Ignore It at Your Own Risk…
Jan 20, 2023If we’re not intentional about actively developing the leadership skills of each key individual on our teams, the areas where we’re likely hemorrhaging profit have very few bounds. Even the leaders who are incredibly strategic in defining exactly how they’ll implement each new skill they learn understand that an investment will need to be made in the process! We certainly have the option to neglect making that investment, and there won’t likely be someone holding us at gunpoint to make us do any of this, but the price we pay for that decision has tremendous potential to be much higher!

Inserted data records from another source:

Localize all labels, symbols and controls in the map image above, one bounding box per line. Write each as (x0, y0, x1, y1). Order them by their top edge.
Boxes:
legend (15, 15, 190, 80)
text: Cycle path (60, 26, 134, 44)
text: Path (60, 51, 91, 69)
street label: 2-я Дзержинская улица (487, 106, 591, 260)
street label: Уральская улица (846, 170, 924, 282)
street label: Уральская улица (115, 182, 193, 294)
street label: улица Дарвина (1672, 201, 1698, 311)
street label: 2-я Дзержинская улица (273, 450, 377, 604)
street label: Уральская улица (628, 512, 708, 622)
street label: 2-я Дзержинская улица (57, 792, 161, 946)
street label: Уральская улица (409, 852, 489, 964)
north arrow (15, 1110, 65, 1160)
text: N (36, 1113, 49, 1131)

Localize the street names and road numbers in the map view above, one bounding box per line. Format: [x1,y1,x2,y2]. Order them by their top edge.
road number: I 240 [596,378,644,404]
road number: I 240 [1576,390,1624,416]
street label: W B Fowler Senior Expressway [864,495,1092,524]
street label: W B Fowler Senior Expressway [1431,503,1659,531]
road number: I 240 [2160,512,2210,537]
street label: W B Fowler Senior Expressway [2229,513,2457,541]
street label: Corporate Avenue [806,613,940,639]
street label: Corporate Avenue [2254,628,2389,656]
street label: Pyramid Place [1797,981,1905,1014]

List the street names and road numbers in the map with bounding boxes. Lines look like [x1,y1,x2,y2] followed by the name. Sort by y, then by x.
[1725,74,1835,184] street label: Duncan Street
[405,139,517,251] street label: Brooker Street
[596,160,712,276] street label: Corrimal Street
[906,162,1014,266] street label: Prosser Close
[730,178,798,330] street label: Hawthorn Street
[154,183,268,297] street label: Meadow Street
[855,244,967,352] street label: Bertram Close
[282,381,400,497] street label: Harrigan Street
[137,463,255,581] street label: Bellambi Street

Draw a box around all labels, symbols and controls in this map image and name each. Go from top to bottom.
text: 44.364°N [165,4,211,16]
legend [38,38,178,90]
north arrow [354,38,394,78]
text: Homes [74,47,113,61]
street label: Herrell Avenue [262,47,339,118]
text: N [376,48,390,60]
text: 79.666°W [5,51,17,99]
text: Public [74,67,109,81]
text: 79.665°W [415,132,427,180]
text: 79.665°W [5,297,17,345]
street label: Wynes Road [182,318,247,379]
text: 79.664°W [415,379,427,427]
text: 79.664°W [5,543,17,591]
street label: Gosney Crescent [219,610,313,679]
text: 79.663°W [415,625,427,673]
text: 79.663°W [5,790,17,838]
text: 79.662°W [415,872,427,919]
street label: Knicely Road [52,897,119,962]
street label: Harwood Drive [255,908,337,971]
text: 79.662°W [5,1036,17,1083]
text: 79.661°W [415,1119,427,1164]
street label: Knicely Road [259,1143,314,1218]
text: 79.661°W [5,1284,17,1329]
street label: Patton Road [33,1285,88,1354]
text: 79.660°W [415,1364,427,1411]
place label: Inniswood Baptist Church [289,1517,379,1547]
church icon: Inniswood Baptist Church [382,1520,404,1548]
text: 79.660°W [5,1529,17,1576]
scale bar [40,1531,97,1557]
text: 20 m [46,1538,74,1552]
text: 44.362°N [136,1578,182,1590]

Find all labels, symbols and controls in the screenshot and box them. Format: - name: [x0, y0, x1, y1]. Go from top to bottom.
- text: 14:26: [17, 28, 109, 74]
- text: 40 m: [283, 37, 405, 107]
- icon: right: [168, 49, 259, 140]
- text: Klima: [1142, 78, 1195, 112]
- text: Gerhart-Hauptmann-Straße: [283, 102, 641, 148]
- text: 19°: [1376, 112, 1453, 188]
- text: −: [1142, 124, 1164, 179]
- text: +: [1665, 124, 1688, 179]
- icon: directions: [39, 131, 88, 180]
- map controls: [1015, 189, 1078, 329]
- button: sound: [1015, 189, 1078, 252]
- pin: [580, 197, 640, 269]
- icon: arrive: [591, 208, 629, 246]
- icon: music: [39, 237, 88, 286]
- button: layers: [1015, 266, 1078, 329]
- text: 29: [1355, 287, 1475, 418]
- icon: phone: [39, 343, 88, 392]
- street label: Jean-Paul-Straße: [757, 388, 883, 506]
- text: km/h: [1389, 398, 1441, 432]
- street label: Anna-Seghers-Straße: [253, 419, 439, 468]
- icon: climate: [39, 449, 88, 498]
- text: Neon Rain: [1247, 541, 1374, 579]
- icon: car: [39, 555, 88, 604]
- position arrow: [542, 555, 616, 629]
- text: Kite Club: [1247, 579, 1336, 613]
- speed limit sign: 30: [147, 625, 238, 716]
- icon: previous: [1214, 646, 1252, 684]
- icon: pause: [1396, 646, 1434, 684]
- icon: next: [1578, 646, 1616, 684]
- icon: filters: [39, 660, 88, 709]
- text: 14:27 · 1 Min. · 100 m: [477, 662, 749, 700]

In considering just how much impact leadership (or the lack thereof) can have on an organization’s bottom line, check out the numbers shared in a 2016 Ivey Business Journal article called The Rising Price of Bad Leadership,
“Bad leadership is clearly expensive. Fraud resulting from mismanagement at Wells Fargo, for example, has already cost the bank about US$300 million in fines and pre-settlement investigative costs while wiping out something like US$6 billion in shareholder value. Ex-employees, meanwhile, are seeking at least US$2.6 billion in a class-action lawsuit related to the Wells Fargo corporate culture that rewarded employees who created multiple accounts for customers without permission.”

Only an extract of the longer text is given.